In the records below, begin at the line that has "position:absolute; left:1194px; top:1088px;" and stop after the line that has "display:flex; gap:38px; margin-inline-start:auto;"; quote those lines verbatim and nothing more.

== Segment start ==

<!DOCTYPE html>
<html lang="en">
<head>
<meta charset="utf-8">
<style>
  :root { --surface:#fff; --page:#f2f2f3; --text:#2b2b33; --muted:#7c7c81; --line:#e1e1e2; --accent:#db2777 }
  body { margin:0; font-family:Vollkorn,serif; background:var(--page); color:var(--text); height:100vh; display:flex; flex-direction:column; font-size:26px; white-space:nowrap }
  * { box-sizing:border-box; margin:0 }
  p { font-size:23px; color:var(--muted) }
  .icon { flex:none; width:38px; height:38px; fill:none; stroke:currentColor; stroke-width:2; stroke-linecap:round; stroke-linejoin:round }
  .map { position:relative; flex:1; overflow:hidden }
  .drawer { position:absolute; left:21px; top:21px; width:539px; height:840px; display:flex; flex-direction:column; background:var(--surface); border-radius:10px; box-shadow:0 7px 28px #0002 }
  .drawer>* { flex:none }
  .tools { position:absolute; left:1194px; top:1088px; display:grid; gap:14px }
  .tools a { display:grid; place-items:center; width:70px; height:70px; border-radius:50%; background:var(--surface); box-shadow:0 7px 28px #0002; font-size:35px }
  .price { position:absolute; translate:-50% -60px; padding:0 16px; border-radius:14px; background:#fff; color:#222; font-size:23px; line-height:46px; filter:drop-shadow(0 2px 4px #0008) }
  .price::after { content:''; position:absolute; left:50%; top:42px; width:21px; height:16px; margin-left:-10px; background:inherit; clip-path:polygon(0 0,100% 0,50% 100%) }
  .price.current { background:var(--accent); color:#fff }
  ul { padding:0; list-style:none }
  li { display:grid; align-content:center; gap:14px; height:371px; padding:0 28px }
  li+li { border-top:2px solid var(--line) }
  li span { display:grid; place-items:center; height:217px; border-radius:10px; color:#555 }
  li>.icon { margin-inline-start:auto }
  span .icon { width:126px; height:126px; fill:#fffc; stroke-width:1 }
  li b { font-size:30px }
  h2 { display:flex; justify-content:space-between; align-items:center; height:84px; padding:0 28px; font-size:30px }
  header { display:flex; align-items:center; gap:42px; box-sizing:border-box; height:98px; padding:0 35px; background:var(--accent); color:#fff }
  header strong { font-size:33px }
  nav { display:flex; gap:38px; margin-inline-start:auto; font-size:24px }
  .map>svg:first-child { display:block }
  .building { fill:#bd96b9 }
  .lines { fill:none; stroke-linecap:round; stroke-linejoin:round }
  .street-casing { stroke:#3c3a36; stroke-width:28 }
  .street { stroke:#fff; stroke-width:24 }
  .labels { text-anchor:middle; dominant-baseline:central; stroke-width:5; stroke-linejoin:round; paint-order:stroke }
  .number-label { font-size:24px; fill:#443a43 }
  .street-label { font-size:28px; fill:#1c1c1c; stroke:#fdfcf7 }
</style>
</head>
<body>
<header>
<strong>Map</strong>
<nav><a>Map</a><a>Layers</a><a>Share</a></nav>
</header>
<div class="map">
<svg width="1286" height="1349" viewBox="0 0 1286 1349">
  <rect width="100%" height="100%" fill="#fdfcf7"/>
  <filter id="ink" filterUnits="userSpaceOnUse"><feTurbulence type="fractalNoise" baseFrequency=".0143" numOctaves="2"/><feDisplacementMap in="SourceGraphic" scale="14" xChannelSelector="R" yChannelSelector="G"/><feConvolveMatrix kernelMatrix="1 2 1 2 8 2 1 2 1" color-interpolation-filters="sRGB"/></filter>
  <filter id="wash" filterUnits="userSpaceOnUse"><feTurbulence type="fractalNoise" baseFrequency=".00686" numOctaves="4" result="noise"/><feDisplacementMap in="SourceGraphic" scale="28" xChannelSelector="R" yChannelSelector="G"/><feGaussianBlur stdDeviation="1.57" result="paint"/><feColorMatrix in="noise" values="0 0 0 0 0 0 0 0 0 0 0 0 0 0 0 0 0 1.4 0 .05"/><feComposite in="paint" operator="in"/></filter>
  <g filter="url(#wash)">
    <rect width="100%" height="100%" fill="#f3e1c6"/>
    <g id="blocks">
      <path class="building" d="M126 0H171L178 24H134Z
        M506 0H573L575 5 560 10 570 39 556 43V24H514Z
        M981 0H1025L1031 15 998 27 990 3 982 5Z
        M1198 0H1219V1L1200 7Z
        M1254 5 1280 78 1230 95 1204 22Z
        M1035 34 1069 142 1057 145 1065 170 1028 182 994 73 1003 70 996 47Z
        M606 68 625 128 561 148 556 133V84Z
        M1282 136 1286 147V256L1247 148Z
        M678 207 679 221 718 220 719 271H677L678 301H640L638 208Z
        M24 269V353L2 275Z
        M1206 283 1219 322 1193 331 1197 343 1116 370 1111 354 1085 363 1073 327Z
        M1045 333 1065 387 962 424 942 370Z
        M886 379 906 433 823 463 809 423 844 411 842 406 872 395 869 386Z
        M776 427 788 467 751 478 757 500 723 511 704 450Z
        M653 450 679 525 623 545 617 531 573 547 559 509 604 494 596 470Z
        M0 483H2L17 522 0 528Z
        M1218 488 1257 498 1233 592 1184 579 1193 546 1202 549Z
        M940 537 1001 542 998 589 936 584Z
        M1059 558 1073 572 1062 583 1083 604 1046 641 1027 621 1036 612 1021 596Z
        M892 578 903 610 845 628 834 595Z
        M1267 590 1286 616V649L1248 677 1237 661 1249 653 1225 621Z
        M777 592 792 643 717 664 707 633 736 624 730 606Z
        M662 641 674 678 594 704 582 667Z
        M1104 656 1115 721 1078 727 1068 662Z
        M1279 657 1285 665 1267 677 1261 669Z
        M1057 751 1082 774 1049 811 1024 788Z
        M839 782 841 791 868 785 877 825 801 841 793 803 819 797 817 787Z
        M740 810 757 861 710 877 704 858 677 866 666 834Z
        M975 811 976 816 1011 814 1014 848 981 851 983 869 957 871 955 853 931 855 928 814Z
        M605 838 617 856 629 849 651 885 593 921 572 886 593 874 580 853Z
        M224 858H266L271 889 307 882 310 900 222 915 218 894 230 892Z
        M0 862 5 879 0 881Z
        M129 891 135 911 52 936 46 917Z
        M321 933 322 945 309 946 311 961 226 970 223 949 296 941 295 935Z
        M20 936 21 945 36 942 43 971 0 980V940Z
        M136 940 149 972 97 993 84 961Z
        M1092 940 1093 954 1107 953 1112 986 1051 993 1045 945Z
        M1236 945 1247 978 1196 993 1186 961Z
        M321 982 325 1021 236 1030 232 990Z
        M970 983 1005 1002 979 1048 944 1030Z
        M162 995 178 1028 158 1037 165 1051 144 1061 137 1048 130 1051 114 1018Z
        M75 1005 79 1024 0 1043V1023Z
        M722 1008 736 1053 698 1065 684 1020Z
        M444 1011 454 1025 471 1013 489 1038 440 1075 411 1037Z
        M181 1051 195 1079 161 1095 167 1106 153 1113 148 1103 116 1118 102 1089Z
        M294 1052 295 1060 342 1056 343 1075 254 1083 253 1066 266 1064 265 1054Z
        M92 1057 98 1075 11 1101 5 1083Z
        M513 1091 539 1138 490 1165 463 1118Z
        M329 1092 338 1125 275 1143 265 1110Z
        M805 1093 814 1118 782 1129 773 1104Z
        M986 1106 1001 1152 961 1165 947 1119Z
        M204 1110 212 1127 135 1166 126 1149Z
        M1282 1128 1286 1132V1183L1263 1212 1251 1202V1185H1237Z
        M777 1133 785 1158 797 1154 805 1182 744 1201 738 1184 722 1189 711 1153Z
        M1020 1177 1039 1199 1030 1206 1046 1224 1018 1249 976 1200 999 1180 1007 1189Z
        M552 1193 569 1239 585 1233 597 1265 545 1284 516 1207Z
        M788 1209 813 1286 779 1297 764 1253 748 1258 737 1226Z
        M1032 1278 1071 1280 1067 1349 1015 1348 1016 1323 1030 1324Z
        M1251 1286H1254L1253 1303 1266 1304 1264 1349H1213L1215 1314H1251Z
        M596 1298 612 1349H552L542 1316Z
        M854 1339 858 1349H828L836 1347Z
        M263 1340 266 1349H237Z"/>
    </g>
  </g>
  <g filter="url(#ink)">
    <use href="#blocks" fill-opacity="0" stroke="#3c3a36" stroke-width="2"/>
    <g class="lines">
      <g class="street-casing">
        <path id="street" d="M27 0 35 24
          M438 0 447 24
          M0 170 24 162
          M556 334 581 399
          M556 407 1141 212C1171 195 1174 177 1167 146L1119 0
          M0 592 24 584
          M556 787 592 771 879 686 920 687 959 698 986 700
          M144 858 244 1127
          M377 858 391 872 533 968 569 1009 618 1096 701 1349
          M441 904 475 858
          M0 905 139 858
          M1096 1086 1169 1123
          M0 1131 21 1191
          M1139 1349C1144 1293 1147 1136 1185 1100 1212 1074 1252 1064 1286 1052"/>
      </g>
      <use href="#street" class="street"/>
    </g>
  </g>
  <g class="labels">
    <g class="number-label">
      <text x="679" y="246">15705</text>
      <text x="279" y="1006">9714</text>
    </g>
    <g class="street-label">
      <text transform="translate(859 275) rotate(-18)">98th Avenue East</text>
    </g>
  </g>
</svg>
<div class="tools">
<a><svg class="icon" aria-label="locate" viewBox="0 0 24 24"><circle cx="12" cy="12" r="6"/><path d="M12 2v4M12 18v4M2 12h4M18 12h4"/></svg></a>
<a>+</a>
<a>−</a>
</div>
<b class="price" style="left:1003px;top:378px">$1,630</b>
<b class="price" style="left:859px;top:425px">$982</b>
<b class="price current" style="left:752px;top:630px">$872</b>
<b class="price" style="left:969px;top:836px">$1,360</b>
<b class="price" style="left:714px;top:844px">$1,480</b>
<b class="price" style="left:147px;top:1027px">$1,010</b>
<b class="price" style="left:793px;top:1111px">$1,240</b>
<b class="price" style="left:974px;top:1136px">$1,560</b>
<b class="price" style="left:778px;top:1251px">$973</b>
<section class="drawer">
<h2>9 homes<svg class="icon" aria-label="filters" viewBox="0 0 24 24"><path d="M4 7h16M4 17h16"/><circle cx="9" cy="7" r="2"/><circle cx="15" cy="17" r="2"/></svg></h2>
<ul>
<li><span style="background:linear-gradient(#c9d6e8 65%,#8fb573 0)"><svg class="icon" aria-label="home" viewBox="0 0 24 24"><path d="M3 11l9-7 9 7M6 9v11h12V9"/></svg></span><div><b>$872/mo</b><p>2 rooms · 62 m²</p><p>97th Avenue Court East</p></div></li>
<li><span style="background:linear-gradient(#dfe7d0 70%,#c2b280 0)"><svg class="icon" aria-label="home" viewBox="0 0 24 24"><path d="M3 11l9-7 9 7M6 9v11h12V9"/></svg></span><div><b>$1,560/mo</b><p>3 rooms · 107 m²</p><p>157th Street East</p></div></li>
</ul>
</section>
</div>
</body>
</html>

== Segment end ==

## Solution for this problem:
  .tools { position:absolute; left:1194px; top:1088px; display:grid; gap:14px }
  .tools a { display:grid; place-items:center; width:70px; height:70px; border-radius:50%; background:var(--surface); box-shadow:0 7px 28px #0002; font-size:35px }
  .price { position:absolute; translate:-50% -60px; padding:0 16px; border-radius:14px; background:#fff; color:#222; font-size:23px; line-height:46px; filter:drop-shadow(0 2px 4px #0008) }
  .price::after { content:''; position:absolute; left:50%; top:42px; width:21px; height:16px; margin-left:-10px; background:inherit; clip-path:polygon(0 0,100% 0,50% 100%) }
  .price.current { background:var(--accent); color:#fff }
  ul { padding:0; list-style:none }
  li { display:grid; align-content:center; gap:14px; height:371px; padding:0 28px }
  li+li { border-top:2px solid var(--line) }
  li span { display:grid; place-items:center; height:217px; border-radius:10px; color:#555 }
  li>.icon { margin-inline-start:auto }
  span .icon { width:126px; height:126px; fill:#fffc; stroke-width:1 }
  li b { font-size:30px }
  h2 { display:flex; justify-content:space-between; align-items:center; height:84px; padding:0 28px; font-size:30px }
  header { display:flex; align-items:center; gap:42px; box-sizing:border-box; height:98px; padding:0 35px; background:var(--accent); color:#fff }
  header strong { font-size:33px }
  nav { display:flex; gap:38px; margin-inline-start:auto; font-size:24px }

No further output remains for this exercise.